Exercise
Which of the lines in the listing that follows hold "they"? Pull each one out.

### Task data

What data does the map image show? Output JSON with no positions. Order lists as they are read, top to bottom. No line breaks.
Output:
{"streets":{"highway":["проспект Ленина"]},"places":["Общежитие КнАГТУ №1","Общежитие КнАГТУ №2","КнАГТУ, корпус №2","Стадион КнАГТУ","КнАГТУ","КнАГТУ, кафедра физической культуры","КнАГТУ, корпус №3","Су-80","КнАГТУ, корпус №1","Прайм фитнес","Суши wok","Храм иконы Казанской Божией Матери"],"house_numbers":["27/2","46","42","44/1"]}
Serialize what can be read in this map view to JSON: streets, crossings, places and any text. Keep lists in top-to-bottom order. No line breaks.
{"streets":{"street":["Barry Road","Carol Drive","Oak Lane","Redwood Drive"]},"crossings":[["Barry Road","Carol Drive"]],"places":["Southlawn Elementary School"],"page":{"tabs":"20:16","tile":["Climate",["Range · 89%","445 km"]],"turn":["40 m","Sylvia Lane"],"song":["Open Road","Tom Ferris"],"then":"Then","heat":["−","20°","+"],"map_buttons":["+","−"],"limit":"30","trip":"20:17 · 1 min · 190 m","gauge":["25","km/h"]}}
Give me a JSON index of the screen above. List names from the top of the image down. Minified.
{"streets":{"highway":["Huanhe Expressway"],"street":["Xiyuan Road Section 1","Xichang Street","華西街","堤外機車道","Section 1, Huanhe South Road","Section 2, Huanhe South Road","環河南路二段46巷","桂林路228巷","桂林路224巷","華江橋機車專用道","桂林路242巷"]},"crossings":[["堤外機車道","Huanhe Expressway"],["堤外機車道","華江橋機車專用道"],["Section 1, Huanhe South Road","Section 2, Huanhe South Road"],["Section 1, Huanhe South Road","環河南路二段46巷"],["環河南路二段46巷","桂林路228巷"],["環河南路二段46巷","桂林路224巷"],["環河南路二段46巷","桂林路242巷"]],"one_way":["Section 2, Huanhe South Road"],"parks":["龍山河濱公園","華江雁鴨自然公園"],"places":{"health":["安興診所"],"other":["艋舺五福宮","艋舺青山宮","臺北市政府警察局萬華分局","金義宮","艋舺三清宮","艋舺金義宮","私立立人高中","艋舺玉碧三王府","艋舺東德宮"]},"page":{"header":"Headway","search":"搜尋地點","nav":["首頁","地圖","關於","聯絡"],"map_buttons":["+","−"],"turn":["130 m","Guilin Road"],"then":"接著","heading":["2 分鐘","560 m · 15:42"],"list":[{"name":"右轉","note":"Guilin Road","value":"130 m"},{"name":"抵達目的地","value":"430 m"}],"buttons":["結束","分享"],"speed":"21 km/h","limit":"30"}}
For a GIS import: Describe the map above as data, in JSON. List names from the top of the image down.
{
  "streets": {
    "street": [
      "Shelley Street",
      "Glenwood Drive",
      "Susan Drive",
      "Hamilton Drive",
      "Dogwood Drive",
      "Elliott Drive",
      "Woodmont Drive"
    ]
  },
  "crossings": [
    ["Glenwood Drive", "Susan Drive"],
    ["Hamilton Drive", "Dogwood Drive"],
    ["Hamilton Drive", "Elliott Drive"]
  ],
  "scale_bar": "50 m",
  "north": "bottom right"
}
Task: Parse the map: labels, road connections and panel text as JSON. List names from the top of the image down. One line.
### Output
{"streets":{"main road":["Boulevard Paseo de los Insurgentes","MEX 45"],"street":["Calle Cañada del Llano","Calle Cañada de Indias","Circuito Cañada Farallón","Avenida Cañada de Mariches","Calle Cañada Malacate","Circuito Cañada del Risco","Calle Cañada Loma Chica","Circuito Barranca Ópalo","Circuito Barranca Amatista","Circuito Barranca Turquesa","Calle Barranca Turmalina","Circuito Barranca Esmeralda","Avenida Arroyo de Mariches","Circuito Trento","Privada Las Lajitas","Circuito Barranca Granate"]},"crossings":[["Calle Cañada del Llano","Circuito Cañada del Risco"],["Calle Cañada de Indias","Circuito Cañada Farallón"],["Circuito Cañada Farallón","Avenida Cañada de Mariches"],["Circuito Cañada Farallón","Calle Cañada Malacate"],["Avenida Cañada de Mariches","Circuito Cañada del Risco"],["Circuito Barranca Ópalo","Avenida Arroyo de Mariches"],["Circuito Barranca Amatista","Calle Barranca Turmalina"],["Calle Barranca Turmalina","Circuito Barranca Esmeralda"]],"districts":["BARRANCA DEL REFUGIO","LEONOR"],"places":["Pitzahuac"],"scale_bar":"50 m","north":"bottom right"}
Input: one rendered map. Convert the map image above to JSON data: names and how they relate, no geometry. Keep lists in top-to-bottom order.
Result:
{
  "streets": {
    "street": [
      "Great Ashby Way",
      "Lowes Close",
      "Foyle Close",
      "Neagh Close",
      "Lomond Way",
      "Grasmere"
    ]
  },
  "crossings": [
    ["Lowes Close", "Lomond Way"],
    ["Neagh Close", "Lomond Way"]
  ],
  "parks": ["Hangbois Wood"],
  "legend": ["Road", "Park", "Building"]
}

######

Solution to this task
What data does the map image show? Output JSON with no positions. Order lists as they are read, top to bottom. No line breaks.
Input: one rendered map. Convert the map image above to JSON data: names and how they relate, no geometry. Keep lists in top-to-bottom order.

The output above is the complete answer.